Work required = Write down, unchanged, the entries from the first line through the line holding "I am building". Include no other line.

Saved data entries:
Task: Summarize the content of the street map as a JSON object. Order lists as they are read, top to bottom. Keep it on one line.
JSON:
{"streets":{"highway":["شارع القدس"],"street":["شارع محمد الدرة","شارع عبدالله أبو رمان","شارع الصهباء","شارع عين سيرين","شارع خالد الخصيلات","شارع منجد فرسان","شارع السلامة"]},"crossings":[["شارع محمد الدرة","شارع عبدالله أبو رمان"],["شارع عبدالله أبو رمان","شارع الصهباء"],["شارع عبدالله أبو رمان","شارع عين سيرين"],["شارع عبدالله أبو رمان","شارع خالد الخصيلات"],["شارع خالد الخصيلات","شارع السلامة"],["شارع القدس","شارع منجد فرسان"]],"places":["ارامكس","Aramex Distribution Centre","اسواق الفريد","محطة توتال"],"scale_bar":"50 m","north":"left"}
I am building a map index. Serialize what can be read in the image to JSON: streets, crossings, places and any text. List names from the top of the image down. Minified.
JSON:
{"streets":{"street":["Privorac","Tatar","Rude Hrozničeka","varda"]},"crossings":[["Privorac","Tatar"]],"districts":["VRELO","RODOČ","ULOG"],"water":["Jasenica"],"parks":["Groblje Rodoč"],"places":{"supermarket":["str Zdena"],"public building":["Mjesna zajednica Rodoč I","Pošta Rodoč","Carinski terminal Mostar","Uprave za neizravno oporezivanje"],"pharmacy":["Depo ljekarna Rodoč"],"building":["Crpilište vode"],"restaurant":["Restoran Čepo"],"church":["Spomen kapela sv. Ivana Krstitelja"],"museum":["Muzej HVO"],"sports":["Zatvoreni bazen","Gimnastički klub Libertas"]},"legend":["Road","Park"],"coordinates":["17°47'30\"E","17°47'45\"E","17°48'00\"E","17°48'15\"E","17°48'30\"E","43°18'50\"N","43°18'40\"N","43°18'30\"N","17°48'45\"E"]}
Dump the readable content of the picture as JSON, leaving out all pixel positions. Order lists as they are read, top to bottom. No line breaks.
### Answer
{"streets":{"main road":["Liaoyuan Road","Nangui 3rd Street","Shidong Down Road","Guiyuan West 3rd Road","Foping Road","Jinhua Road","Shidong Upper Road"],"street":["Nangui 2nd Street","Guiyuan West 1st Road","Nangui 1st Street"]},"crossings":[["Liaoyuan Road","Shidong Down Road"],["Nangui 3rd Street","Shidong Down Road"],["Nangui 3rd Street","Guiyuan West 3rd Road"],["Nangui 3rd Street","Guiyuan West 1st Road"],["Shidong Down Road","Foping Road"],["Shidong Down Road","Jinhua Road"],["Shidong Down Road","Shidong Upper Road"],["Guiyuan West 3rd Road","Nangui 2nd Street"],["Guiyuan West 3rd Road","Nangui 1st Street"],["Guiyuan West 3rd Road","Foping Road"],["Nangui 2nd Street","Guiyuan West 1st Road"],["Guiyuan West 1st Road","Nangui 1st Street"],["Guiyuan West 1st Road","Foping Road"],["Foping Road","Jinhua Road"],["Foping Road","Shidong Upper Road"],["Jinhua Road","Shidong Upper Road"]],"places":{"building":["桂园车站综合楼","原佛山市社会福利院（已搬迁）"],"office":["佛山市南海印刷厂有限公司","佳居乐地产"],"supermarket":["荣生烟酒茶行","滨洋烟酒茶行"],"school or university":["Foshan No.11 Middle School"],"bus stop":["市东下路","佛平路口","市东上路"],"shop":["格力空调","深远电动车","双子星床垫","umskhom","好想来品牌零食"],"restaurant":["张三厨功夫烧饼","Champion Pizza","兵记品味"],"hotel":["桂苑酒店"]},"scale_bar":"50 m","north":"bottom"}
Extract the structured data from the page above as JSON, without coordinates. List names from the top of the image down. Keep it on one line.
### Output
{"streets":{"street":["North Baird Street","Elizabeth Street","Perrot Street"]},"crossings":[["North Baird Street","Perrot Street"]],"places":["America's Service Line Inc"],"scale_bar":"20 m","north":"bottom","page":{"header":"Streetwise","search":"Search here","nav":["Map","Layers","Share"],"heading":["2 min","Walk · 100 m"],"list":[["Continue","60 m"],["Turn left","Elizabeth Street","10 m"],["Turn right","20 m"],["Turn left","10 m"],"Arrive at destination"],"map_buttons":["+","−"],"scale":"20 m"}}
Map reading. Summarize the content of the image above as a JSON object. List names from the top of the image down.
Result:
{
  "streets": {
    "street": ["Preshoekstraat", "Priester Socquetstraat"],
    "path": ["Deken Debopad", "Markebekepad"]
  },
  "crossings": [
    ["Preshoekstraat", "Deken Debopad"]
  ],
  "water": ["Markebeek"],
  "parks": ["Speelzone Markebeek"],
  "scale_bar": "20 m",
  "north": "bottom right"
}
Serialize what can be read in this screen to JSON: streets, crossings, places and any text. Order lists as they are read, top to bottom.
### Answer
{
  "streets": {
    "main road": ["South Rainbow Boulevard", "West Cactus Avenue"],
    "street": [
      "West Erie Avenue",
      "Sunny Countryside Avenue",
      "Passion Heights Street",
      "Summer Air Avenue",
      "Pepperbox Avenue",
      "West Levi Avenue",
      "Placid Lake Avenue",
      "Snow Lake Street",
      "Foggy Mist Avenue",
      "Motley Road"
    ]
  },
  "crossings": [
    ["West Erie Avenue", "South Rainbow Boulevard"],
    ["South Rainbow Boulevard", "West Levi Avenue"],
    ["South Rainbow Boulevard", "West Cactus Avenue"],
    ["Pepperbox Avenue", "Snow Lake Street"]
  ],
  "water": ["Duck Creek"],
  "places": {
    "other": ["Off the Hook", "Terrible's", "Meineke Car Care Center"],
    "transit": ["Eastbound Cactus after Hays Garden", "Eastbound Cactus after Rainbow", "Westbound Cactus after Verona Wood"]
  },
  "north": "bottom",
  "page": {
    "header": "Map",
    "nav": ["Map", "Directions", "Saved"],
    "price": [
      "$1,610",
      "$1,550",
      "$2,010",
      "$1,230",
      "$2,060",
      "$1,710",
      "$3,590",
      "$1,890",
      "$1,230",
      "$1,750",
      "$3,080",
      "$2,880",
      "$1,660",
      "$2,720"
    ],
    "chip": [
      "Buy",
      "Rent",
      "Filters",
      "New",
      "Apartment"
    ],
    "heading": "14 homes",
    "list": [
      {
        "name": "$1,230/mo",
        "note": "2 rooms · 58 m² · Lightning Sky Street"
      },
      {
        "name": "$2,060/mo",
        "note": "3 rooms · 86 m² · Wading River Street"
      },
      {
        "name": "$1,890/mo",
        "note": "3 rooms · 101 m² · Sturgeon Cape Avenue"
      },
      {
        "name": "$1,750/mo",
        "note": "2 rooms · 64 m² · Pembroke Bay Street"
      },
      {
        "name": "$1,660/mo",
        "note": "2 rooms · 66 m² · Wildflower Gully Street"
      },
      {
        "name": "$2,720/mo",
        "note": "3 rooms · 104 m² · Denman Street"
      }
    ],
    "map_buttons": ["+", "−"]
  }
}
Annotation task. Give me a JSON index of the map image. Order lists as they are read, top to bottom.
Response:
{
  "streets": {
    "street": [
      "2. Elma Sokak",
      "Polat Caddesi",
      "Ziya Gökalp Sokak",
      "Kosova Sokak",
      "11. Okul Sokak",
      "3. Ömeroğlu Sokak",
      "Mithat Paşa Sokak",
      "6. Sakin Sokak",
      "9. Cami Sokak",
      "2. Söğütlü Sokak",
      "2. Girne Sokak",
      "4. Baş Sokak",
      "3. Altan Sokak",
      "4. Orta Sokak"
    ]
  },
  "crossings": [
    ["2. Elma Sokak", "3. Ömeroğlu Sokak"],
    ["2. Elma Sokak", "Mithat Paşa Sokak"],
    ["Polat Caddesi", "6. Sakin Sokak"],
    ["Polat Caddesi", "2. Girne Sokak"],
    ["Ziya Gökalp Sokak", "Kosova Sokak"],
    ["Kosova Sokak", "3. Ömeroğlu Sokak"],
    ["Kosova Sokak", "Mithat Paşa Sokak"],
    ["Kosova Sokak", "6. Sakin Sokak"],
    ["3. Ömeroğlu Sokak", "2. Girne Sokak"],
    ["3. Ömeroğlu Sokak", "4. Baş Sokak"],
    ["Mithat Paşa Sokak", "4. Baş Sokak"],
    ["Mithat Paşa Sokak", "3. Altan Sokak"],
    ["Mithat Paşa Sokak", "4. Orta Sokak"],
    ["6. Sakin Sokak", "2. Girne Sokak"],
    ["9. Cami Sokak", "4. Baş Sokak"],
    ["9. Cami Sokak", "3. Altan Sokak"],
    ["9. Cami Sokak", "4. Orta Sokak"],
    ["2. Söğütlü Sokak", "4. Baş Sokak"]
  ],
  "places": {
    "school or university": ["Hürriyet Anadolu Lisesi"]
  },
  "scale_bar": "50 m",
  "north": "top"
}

Exercise solution =
Task: Summarize the content of the street map as a JSON object. Order lists as they are read, top to bottom. Keep it on one line.
JSON:
{"streets":{"highway":["شارع القدس"],"street":["شارع محمد الدرة","شارع عبدالله أبو رمان","شارع الصهباء","شارع عين سيرين","شارع خالد الخصيلات","شارع منجد فرسان","شارع السلامة"]},"crossings":[["شارع محمد الدرة","شارع عبدالله أبو رمان"],["شارع عبدالله أبو رمان","شارع الصهباء"],["شارع عبدالله أبو رمان","شارع عين سيرين"],["شارع عبدالله أبو رمان","شارع خالد الخصيلات"],["شارع خالد الخصيلات","شارع السلامة"],["شارع القدس","شارع منجد فرسان"]],"places":["ارامكس","Aramex Distribution Centre","اسواق الفريد","محطة توتال"],"scale_bar":"50 m","north":"left"}
I am building a map index. Serialize what can be read in the image to JSON: streets, crossings, places and any text. List names from the top of the image down. Minified.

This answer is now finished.